Preamplifier stage 12 is also designed to provide high frequency boost (determined as follows with the aforementioned nominal setting of normal gain potentiometer P1).
Av.sub.(VHF) =33K/(5K// 3.3K)+1=17.5 or +25 dB
The effective very high frequency boost is then determined as 25 dB-3 dB (the gain computed, supra, with normal gain potentiometer P1 at its nominal gain setting), or +12 dB.
All of the above gains and frequency roll-off values have been determined from the component values of FIG. 1 as listed in Table I at the end of the specification.
It is a significant feature of the invention that, in the superdistortion mode of operation with ganged switch SW1 connected as shown in FIG. 1, the gain of preamplifier stage 12 is essentially "unity" (0 dB), as operational amplifier A1, feedback network 22, and normal gain control potentiometer P1 are "floating". Therefore, the gain of preamplifier stage 12 in the superdistortion mode of operation is independent of the setting of normal gain potentiometer P1, unlike the gain of the preamplifier stage (operational amplifier 10) as shown in FIG. 1 of U.S. Pat. No. 4,405,832.
The output from preamplifier stage 12 is taken from the node junction between resistor R6 and normal gain potentiometer P1 and input to tone control filter stage 14 at the node junction of capacitor C7, C8 and resistor R8. Tone control filter stage 14 is illustrated in FIG. 1 as comprising passive low, mid-range, and high frequency filters, respectively. However, those skilled in the audio amplifier art will recognize that active filters could also be used in place of passive filters. Capacitor C8 and potentiometer P2 form a high-pass frequency filter; capacitor C9, resistor R10 and potentiometer P4 form a low pass frequency filter; and capacitors C10, C11 and potentiometer P3 form a mid-range frequency filter. The low, mid-range and high frequency filters of tone control filter stage 14 have respective center frequencies of 100 Hz, 250 Hz and 5 kHz (with the nominal component values shown in Table I). The design of tone control filter stage 14 is well-known to those skilled in the audio amplifier art. However, the use of such a three-frequency range filter is of particular significance with application of the superdistortion amplifier circuitry of the present invention to the amplification of audio signals produced by guitars.
With continuing reference to FIG. 1, and with ganged mode control switch SW2 in the position for "normal" gain mode control, resistor R11 and capacitor C7 are not electrically connected in the tone control filter circuit 14. However, with ganged switches SW1 and SW2 switched to the position shown in FIG. 1, such that the superdistortion amplifier circuit is set in the superdistortion mode, the common node between capacitor C7 and resistor R11 is electrically connected to the CW terminal of potentiometer P2. This places capacitor C7 in parallel with capacitor C8 of hi-pass filter in tone control filter stage 14 to effectively destroy the mid-frequency notch of the tone filters therein, thereby emphasizing the mid-range frequencies with the superdistortion amplifier circuit of FIG. 1 connected in the superdistortion mode of operation (switches SW1 and SW2 connected as illustrated therein).

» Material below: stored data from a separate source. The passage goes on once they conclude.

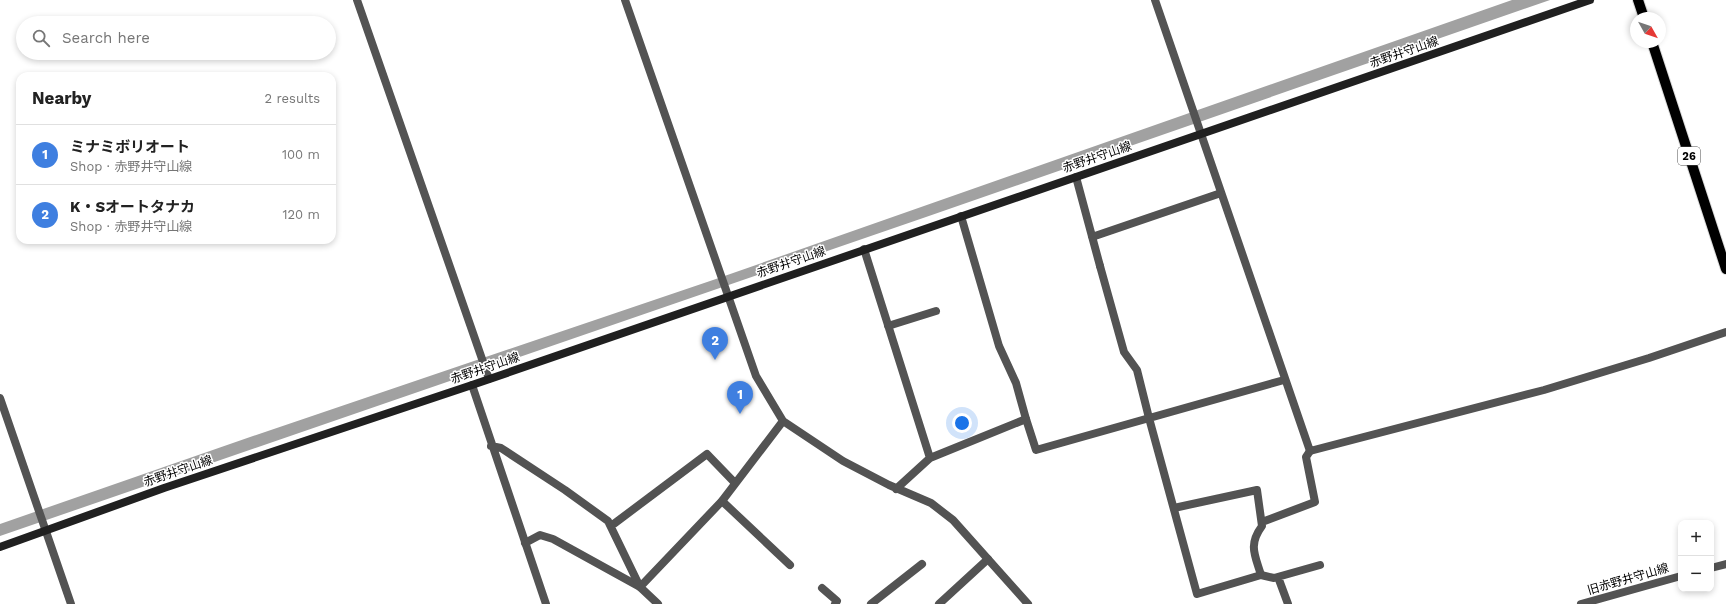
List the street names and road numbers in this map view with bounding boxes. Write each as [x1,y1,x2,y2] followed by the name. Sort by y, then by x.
[1368,34,1440,70] street label: 赤野井守山線
[1061,139,1133,175] street label: 赤野井守山線
[1678,147,1700,165] road number: 26
[755,244,827,280] street label: 赤野井守山線
[449,350,521,386] street label: 赤野井守山線
[142,453,214,489] street label: 赤野井守山線
[1586,561,1670,597] street label: 旧赤野井守山線

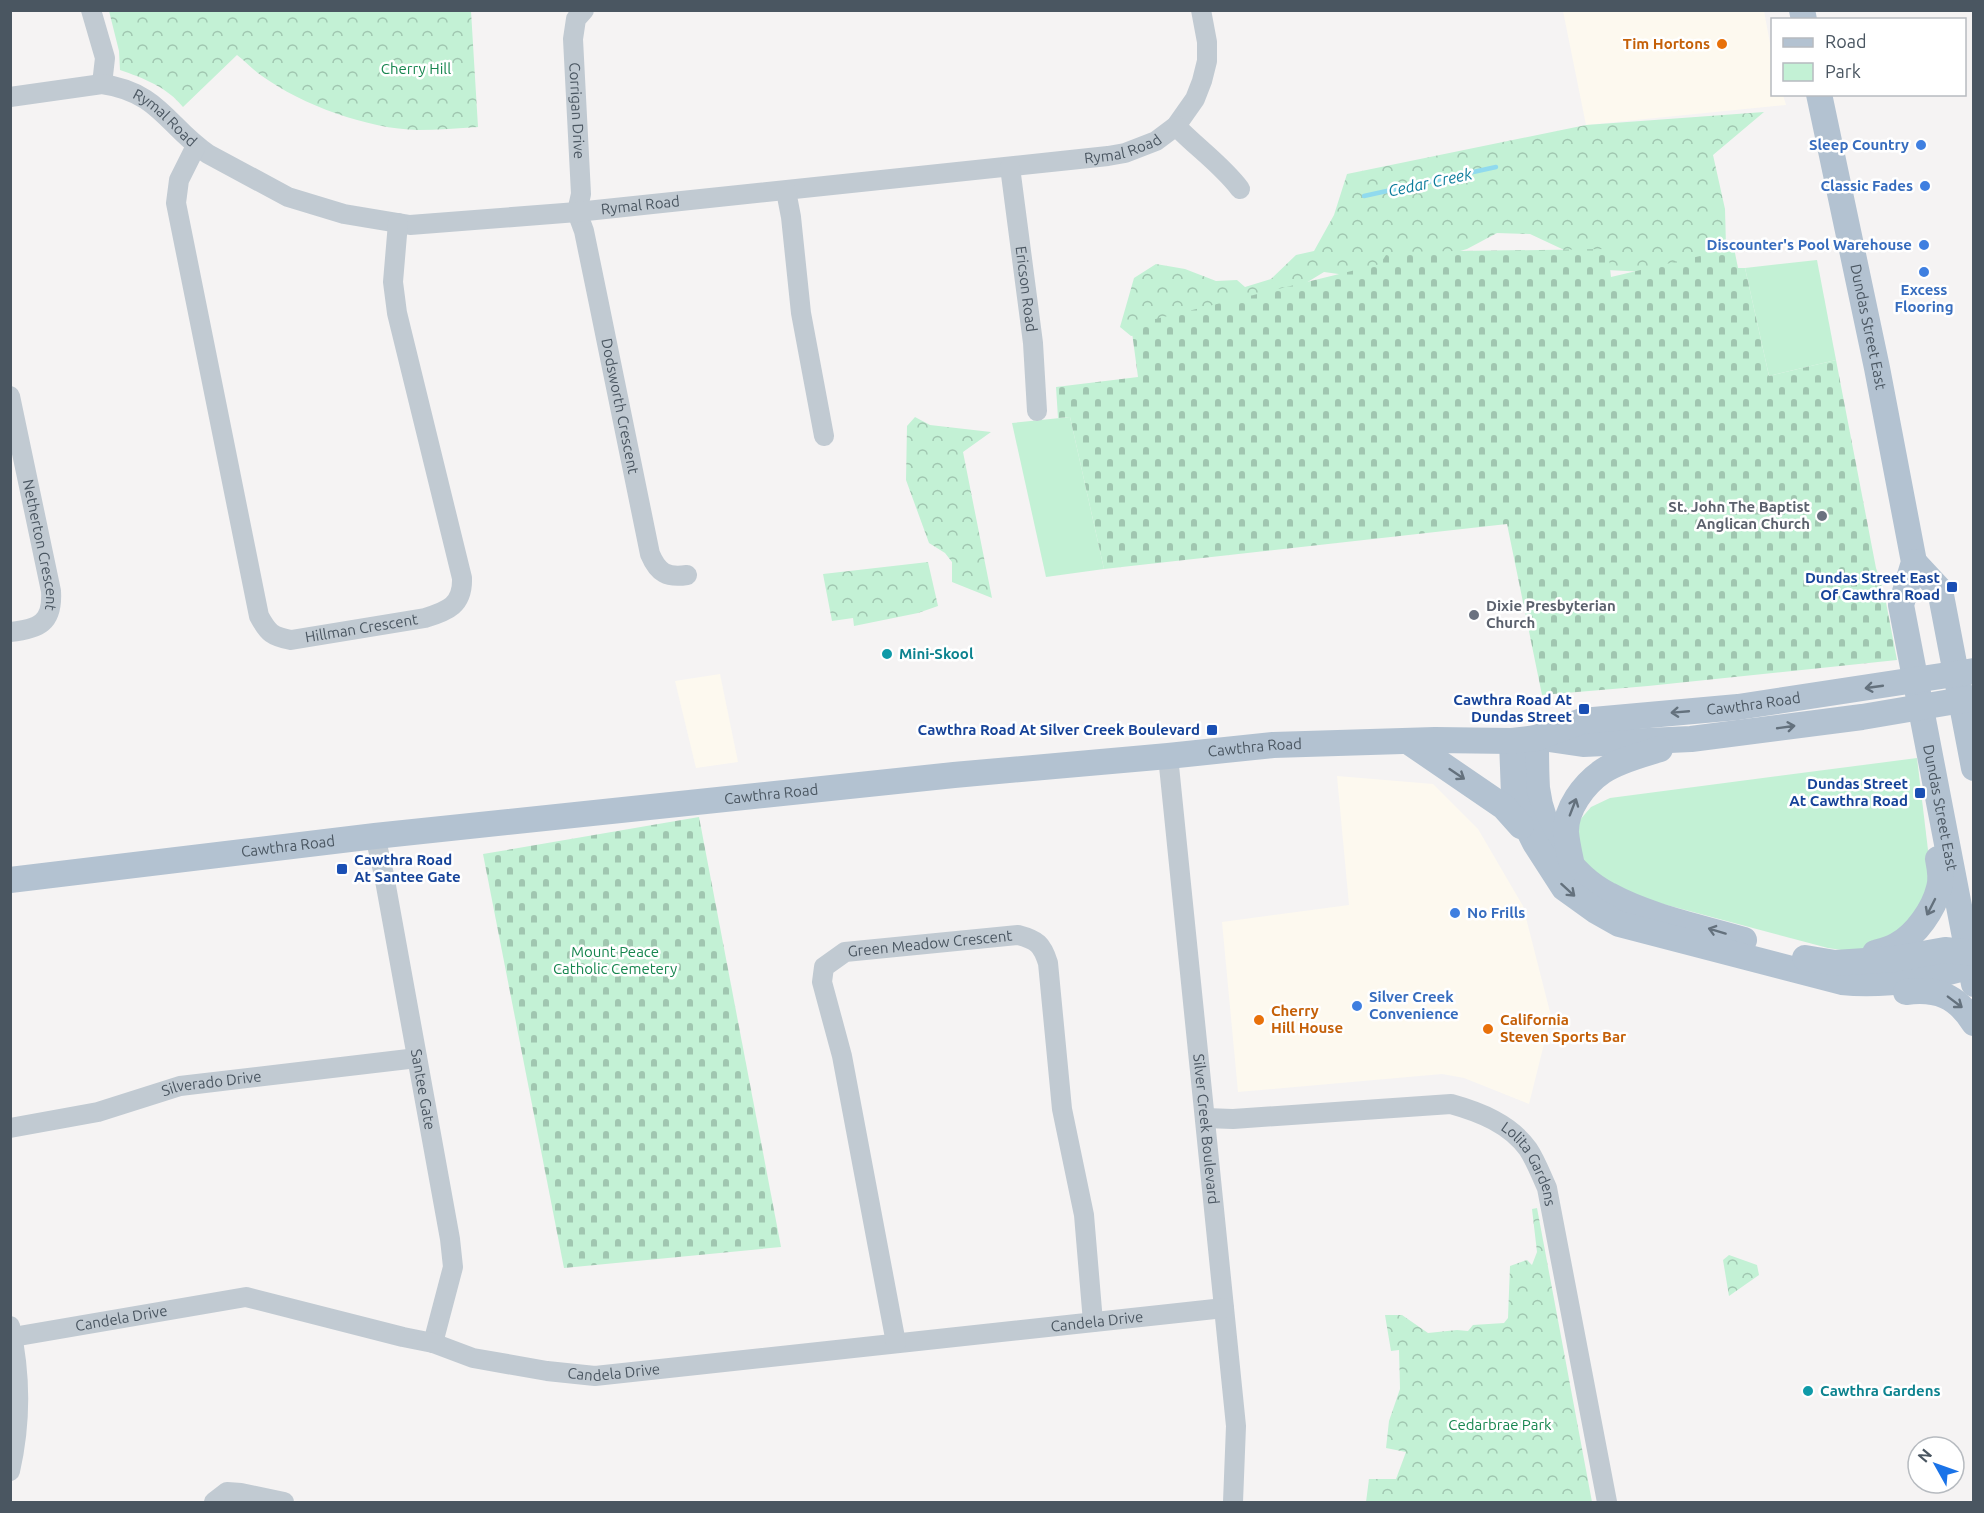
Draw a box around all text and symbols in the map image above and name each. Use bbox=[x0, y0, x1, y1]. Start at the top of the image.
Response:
legend bbox=[1771, 18, 1966, 96]
text: Road bbox=[1825, 31, 1867, 51]
place label: Tim Hortons bbox=[1623, 35, 1710, 52]
marker: Tim Hortons bbox=[1715, 37, 1729, 51]
park label: Cherry Hill bbox=[381, 60, 451, 77]
text: Park bbox=[1825, 61, 1861, 81]
street label: Corrigan Drive bbox=[566, 62, 588, 159]
street label: Rymal Road bbox=[130, 85, 200, 150]
street label: Rymal Road bbox=[1083, 131, 1165, 166]
place label: Sleep Country bbox=[1809, 136, 1909, 153]
marker: Sleep Country bbox=[1914, 138, 1928, 152]
water label: Cedar Creek bbox=[1386, 164, 1474, 200]
place label: Classic Fades bbox=[1820, 177, 1913, 194]
marker: Classic Fades bbox=[1918, 179, 1932, 193]
street label: Rymal Road bbox=[600, 192, 681, 217]
place label: Discounter's Pool Warehouse bbox=[1706, 236, 1912, 253]
marker: Discounter's Pool Warehouse bbox=[1917, 238, 1931, 252]
street label: Ericson Road bbox=[1012, 245, 1040, 333]
street label: Dundas Street East bbox=[1847, 262, 1890, 391]
marker: Excess Flooring bbox=[1917, 265, 1931, 279]
place label: Excess Flooring bbox=[1895, 281, 1953, 315]
street label: Dodsworth Crescent bbox=[598, 337, 642, 476]
street label: Netherton Crescent bbox=[20, 478, 60, 612]
place label: St. John The Baptist Anglican Church bbox=[1668, 498, 1811, 532]
marker: St. John The Baptist Anglican Church bbox=[1815, 509, 1829, 523]
place label: Dundas Street East Of Cawthra Road bbox=[1805, 569, 1941, 603]
marker: Dundas Street East Of Cawthra Road bbox=[1945, 580, 1959, 594]
place label: Dixie Presbyterian Church bbox=[1486, 597, 1616, 631]
marker: Dixie Presbyterian Church bbox=[1467, 608, 1481, 622]
street label: Hillman Crescent bbox=[304, 610, 419, 646]
place label: Mini-Skool bbox=[899, 645, 974, 662]
marker: Mini-Skool bbox=[880, 647, 894, 661]
one-way arrow bbox=[1865, 682, 1885, 693]
street label: Cawthra Road bbox=[1706, 689, 1802, 718]
place label: Cawthra Road At Dundas Street bbox=[1453, 691, 1573, 725]
marker: Cawthra Road At Dundas Street bbox=[1577, 702, 1591, 716]
one-way arrow bbox=[1671, 707, 1691, 718]
place label: Cawthra Road At Silver Creek Boulevard bbox=[917, 721, 1200, 738]
one-way arrow bbox=[1776, 722, 1795, 733]
marker: Cawthra Road At Silver Creek Boulevard bbox=[1205, 723, 1219, 737]
street label: Cawthra Road bbox=[1207, 735, 1302, 760]
street label: Dundas Street East bbox=[1920, 743, 1961, 872]
one-way arrow bbox=[1449, 768, 1466, 781]
place label: Dundas Street At Cawthra Road bbox=[1789, 775, 1909, 809]
street label: Cawthra Road bbox=[723, 780, 819, 807]
marker: Dundas Street At Cawthra Road bbox=[1913, 786, 1927, 800]
one-way arrow bbox=[1568, 799, 1579, 817]
street label: Cawthra Road bbox=[240, 832, 336, 860]
place label: Cawthra Road At Santee Gate bbox=[354, 851, 461, 885]
marker: Cawthra Road At Santee Gate bbox=[335, 862, 349, 876]
one-way arrow bbox=[1561, 883, 1576, 897]
one-way arrow bbox=[1924, 898, 1936, 916]
place label: No Frills bbox=[1467, 904, 1525, 921]
marker: No Frills bbox=[1448, 906, 1462, 920]
one-way arrow bbox=[1708, 925, 1727, 936]
street label: Green Meadow Crescent bbox=[847, 927, 1013, 960]
park label: Mount Peace Catholic Cemetery bbox=[553, 943, 677, 977]
place label: Silver Creek Convenience bbox=[1369, 988, 1459, 1022]
one-way arrow bbox=[1946, 996, 1962, 1009]
marker: Silver Creek Convenience bbox=[1350, 999, 1364, 1013]
place label: Cherry Hill House bbox=[1271, 1002, 1343, 1036]
place label: California Steven Sports Bar bbox=[1500, 1011, 1627, 1045]
marker: Cherry Hill House bbox=[1252, 1013, 1266, 1027]
marker: California Steven Sports Bar bbox=[1481, 1022, 1495, 1036]
street label: Santee Gate bbox=[408, 1048, 439, 1131]
street label: Silver Creek Boulevard bbox=[1190, 1053, 1222, 1205]
street label: Silverado Drive bbox=[159, 1067, 262, 1099]
street label: Lolita Gardens bbox=[1498, 1118, 1559, 1208]
street label: Candela Drive bbox=[74, 1302, 169, 1334]
street label: Candela Drive bbox=[1050, 1308, 1144, 1335]
street label: Candela Drive bbox=[567, 1360, 661, 1384]
place label: Cawthra Gardens bbox=[1820, 1382, 1941, 1399]
marker: Cawthra Gardens bbox=[1801, 1384, 1815, 1398]
park label: Cedarbrae Park bbox=[1448, 1416, 1552, 1433]
north arrow bbox=[1906, 1435, 1966, 1495]
text: N bbox=[1914, 1445, 1935, 1466]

FIG. 2a shows the pertinent components of the tone control circuit 14 of FIG. 1, and FIG. 2b illustrates the gain vs. frequency characteristics of the tone control filter 14 for low, mid-range and high frequencies. With the superdistortion amplifier control circuit of FIG. 1 set in the normal gain mode of operation (ganged switches SW1 and SW2 set oppositely as shown in FIG. 1), capacitor C7 (known as a "thick" capacitor to those skilled in the audio amplifier art) is not connected in parallel with capacitor C8 and therefore the gain vs. frequency response as shown in FIG. 2b is the normal tone response as shown in solid lines. However, with ganged switch SW2 set in the superdistortion mode, "thick" capacitor C7 is now electrically connected in tone control filter circuit 14 and the response characteristics thereof are altered as shown by the dotted line in FIG. 2b, with a commensurate mid-boost in gain.
From the above description it is evident that the addition of the "thick" capacitor (1) destroys the 250 Hz notch; (2) renders the low and mid-range filters ineffective; and (3) limits or changes the high frequency range control. These characteristics of the frequency response are of particular interest in enhancing the sound output of the superdistortion amplifier circuit of FIG. 1 in the audio frequency range of guitars.
The output of tone control filter stage 14 is electrically connected to the non-inverting input of high gain operational amplifier A2 in superdistortion amplifier stage 16 through interstage coupling capacitor C12. Resistor R12 provides a normal biasing function for operational amplifier A2. Feedback resistor R13 is connected in parallel across feedback capacitor C13. This parallel combination of resistor R13 and capacitor C13 is connected between the output and the inverted input of operational amplifier A2. One terminal of superdistortion gain control potentiometer P5 is connected to the common terminal of resistor R13 and DC isolation capacitor C14. The other terminal of superdistortion gain control potentiometer P5 is connected to the movable tap thereof, which in turn is connected to ground through bleeder resistor R14. Capacitor C15, connected between the respective terminals of resistor R13 and the CW terminal of superdistortion control potentiometer P5, provides DC isolation.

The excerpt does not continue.